I jumped about a foot in the air as Greenback’s voice echoed around the room. I was used to being shouted at, it happened nearly every day, but for a second I’d thought I was in the clear. Once again I was thwarted by optimism.
“What?” I yelled back.
“We have received intel that Mr Spider will be heading a drug deal today at 2.00 pm,” Greenback said. “So far we can assume that Mr Spider will be there himself. If he is I want him dead or alive! If not, question those involved. We need to find Mr Spider at any cost. He’s run rings around us for long enough. Keith! Give her the details!”
And with that, Greenback strode off into some dark corner of our Headquarters, presumably to cool off by eating a pie or something. I knew he had a little hidey-hole between some shelves, but I had no desire to go searching for it. You never knew when a giant frog-man was going to loom out of the dark labyrinth of shelves. The thought was enough to give me nightmares, in fact it had. I watched Greenback go with a shudder, hating not knowing where he was. Keith turned his wheelchair to me, a plastic tray balanced awkwardly on his lap.
“By ‘eck!” Alf said. “We get gadgets an’ all? It’s like being James Bond.”
“I get gadgets, Alf,” I said. “You get to not touch anything. What goodies have you got for me today, Keith?”
Keith offered up the tray and its contents were far less exciting when they were up close. I was disappointed, but it wasn’t Keith’s fault, for once.
“Our funds have been a bit low lately, so I’m afraid they’re not really up to scratch,” Keith said. “I managed to convert one of my old phones into a recording device and I ripped apart the headset to make a bug. Get it onto Mr Spider if you can.”
He fell silent as I stared at the meagre offerings on the tray. The phone looked as though someone had played hockey with it, then dropped it out of a second floor window. I wasn’t even sure it would switch on.
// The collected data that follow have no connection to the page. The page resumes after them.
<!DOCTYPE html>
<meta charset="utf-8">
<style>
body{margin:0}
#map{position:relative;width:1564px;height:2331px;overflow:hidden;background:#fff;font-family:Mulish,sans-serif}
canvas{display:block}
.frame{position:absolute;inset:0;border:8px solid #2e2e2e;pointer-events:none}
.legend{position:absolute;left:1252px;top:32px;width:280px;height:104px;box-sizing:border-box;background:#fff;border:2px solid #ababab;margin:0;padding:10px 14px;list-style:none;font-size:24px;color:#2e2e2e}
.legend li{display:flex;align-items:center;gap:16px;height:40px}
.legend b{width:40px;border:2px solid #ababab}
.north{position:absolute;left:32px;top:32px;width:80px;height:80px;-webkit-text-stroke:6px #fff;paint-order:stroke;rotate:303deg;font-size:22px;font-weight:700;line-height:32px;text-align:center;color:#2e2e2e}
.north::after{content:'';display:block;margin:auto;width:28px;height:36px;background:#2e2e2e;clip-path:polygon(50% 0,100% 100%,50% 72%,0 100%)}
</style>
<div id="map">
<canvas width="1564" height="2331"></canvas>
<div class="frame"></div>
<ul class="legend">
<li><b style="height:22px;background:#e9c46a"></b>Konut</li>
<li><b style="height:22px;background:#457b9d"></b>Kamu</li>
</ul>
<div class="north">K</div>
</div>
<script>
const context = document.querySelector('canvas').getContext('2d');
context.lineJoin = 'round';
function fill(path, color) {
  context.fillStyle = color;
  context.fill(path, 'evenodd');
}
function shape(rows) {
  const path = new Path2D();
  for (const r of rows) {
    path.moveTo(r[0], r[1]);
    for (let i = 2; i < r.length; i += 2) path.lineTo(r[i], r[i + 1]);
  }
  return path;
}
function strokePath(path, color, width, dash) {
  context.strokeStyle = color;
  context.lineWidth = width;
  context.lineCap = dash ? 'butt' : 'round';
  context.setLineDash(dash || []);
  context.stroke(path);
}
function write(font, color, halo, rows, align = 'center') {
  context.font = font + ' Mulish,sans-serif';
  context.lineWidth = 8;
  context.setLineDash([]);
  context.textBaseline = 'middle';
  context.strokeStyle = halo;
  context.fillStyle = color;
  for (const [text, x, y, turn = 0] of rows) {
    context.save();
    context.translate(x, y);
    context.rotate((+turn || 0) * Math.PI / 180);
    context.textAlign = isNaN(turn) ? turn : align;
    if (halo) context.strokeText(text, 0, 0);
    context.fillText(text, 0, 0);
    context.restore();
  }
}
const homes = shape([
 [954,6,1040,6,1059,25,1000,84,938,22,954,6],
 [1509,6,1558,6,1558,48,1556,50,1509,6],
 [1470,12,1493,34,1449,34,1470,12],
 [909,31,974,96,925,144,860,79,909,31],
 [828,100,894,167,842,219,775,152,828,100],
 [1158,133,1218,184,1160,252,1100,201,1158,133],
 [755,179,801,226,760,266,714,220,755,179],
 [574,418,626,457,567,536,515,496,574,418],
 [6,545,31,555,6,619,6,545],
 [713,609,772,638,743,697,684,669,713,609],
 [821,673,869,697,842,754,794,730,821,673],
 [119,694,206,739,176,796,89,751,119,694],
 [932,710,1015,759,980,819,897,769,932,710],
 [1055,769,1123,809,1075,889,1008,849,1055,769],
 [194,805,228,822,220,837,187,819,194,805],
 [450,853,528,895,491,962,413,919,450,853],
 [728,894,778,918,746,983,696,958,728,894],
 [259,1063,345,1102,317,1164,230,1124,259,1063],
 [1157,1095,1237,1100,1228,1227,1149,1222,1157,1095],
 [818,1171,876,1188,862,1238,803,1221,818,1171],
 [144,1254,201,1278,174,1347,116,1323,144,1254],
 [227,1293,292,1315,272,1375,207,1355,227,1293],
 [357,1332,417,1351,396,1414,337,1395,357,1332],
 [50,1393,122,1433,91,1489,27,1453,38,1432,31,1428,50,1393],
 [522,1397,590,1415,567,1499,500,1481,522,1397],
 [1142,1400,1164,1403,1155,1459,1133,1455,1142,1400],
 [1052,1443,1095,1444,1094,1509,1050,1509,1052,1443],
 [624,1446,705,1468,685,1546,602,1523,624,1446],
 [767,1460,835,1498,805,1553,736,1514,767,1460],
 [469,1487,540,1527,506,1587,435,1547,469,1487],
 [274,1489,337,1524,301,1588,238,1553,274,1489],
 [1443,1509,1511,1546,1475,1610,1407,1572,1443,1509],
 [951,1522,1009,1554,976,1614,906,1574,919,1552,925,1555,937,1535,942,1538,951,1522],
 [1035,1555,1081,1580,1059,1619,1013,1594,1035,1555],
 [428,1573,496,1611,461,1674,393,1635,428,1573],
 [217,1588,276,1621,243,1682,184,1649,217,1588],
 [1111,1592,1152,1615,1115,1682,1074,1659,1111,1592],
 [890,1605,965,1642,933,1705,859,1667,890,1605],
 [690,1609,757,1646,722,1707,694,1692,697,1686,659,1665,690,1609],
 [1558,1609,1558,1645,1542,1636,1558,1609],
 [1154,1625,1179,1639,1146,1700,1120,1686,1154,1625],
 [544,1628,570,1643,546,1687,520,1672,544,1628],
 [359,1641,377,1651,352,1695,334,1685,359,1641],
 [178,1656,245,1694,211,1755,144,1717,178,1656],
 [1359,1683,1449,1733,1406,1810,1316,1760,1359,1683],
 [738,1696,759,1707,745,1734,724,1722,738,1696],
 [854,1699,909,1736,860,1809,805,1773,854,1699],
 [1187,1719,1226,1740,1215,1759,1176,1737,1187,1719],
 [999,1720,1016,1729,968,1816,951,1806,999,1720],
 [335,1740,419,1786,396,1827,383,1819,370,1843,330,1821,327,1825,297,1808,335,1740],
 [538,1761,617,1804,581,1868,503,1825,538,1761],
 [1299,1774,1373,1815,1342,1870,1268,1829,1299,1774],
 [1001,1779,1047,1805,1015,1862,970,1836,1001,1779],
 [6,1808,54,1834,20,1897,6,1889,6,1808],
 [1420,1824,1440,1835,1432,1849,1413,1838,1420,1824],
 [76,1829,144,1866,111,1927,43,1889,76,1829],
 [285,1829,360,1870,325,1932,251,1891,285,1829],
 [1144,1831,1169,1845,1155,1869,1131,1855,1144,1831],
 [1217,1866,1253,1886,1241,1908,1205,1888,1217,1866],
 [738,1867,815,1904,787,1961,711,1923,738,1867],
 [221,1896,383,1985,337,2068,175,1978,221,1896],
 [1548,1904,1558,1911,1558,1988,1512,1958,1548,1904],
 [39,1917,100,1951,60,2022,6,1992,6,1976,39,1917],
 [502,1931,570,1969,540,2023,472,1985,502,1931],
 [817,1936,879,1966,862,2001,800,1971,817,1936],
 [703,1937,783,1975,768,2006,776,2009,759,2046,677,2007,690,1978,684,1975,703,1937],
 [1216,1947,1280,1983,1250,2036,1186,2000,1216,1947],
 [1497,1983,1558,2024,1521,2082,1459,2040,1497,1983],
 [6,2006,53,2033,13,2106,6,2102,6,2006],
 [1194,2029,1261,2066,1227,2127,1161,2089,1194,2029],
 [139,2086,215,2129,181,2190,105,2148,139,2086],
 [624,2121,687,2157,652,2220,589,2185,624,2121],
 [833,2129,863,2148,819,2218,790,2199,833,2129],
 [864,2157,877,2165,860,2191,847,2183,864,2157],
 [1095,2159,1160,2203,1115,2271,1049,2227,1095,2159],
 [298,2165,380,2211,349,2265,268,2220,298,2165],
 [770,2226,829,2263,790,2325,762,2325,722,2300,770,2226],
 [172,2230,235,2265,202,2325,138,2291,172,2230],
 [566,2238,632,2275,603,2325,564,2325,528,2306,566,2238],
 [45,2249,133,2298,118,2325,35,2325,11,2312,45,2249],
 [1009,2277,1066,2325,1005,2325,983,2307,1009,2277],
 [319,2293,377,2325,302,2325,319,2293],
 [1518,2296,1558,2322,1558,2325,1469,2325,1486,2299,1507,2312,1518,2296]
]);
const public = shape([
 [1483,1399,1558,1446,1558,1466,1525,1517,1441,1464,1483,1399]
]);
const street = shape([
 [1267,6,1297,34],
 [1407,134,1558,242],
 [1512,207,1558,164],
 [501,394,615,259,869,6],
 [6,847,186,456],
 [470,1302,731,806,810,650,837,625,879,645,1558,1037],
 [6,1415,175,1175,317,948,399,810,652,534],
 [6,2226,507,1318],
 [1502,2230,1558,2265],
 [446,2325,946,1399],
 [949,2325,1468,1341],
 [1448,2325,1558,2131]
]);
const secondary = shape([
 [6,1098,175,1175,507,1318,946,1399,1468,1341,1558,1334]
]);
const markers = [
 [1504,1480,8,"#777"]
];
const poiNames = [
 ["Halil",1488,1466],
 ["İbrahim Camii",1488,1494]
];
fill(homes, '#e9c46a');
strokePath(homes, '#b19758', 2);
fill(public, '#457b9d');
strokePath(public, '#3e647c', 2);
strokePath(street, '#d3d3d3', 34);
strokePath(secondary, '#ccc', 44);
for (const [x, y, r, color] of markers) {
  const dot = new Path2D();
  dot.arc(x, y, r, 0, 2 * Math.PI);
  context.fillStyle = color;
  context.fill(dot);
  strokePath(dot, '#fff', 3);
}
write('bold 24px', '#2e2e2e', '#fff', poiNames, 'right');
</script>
The bug was at least inconspicuous, provided Mr Spider had taken to wearing black suits instead of his usual white. There was something else next to the bug. Something small and silver and barely visible on the grey tray.
“What’s that?” I asked hopefully.
“It’s a paperclip,” said Keith. “I found it on some old files and thought ‘Hey, we can pick some locks with that’.”
“That’s it,” Keith said. “Government cuts have rendered us essentially helpless.”
“Forty years service and all I get is a smashed phone and a paperclip?” I said. “James Bond wouldn’t stand for this!”
“Well, there is one more thing,” Keith said. “I managed to hack into the Agency and have them send us this.”
He produce a small handgun from under the tray. It was black and shiny, the newest thing in our entire division. It was a thing of beauty and it was mine. I didn’t have a license to carry a weapon. I hadn’t needed to for several years now, but the gun was so small it could be perfectly concealed in my handbag. Besides, no one ever suspects an old lady. I picked up the gun – it was light – and stashed it way in my bag along with the phone, bug and paperclip which I was sure I would lose.
“Now, you and Alf have a film to see,” Keith said. “It’s a two o’clock showing at the Vue in Princes Quay. Be sure to get your tickets before then.”
“What are we goin’ to see?” Alf asked.
Keith looked at me and my heart sank. I knew exactly what he was going to say and it made me feel sick.
“It’s Breaking Dawn, Part Two,” he said.
I knew then that my attention would be focused directly and desperately on the mission at hand.